Got to Be Something Here: The Rise of the Minneapolis Sound – Andrea Swensson (2017)

Another full disclosure: I have gotten to know author, journalist, broadcaster Andrea Swensson rather well in the past year (as I am currently writing a book about Prince and the Revolution). Andrea is one of the preeminent Prince scholars – she even spent time at Paisley Park with the man – and found time between writing liner notes for yet another Prince legacy box set to whisk me around Minneapolis this past summer touring all the most important places that created one of the great artists of the latter half of the twentieth century. But first, for me, there was Got to Be Something Here: The Rise of the Minneapolis Sound – the most important and comprehensive study of the music, culture, and import of the thriving and influential Minneapolis scene, which stakes a high place in the pantheon of popular music.

Swensson, also a music journalist, radio host, and podcaster, is a proud native of the Twin Cities and leads the reader on a similar tour through the neighborhoods, inside the clubs, and, most importantly, out on the streets of a growing American city through a long journey from jazz, blues, funk, soul, and rock.
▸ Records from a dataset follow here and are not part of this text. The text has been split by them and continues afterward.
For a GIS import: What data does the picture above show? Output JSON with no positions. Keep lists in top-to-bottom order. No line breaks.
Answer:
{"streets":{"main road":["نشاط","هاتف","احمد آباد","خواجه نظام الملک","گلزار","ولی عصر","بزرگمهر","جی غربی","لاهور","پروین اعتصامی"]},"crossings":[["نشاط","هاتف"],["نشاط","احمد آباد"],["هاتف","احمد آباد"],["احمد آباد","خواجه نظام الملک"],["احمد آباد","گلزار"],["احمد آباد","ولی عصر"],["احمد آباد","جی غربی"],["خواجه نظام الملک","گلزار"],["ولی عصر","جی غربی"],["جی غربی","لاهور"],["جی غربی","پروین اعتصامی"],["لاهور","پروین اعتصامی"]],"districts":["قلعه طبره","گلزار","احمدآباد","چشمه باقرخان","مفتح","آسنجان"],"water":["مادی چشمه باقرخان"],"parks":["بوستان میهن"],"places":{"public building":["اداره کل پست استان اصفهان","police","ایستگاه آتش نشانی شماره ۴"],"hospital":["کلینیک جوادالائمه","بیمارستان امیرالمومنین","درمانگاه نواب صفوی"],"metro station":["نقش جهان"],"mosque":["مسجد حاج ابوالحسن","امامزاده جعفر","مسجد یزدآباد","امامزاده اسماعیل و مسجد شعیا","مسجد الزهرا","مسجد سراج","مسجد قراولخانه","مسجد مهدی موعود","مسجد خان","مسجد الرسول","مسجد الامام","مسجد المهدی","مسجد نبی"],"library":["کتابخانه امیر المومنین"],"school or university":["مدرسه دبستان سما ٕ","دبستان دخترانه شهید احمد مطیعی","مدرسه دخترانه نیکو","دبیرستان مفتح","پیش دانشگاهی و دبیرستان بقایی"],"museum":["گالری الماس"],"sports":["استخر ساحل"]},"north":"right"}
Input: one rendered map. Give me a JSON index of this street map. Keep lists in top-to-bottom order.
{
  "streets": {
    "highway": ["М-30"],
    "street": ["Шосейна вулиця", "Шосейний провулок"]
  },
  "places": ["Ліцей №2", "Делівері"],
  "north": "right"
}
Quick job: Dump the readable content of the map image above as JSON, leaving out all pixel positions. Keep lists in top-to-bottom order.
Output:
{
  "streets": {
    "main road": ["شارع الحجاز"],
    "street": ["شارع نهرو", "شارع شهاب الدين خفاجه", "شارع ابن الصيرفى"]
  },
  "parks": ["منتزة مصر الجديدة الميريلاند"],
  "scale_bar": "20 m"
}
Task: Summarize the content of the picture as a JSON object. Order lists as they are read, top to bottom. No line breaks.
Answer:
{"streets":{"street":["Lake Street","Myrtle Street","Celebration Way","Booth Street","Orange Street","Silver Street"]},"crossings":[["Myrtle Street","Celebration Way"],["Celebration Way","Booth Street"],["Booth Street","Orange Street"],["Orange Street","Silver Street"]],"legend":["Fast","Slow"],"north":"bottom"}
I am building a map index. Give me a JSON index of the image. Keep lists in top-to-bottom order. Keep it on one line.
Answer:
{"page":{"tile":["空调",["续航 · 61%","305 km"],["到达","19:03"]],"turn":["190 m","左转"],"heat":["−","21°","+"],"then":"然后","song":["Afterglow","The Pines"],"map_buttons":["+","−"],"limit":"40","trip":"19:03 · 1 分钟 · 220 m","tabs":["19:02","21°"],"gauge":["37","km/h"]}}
Lost figures – Black and white – bind together to form a distinctive sound and style that sets the world aflame in the 1980s, but has its deepest roots in each phase of its evolution.

However, it is in the city’s cultural history, specifically its Black and Jewish lower middle-class neighborhoods, where the true art blossomed and pulsed with revolution and extermination, fighting systemic racism, a lack of exposure, and a schizophrenic amalgam of musical aspirations clashing and inspiring a movement. Swensson sets the scenes, puts us in the middle of times that exploded myths and forged new paths.

Got to Be Something Here brims with atmosphere, and there was and is indeed something there worth exploring and celebrating.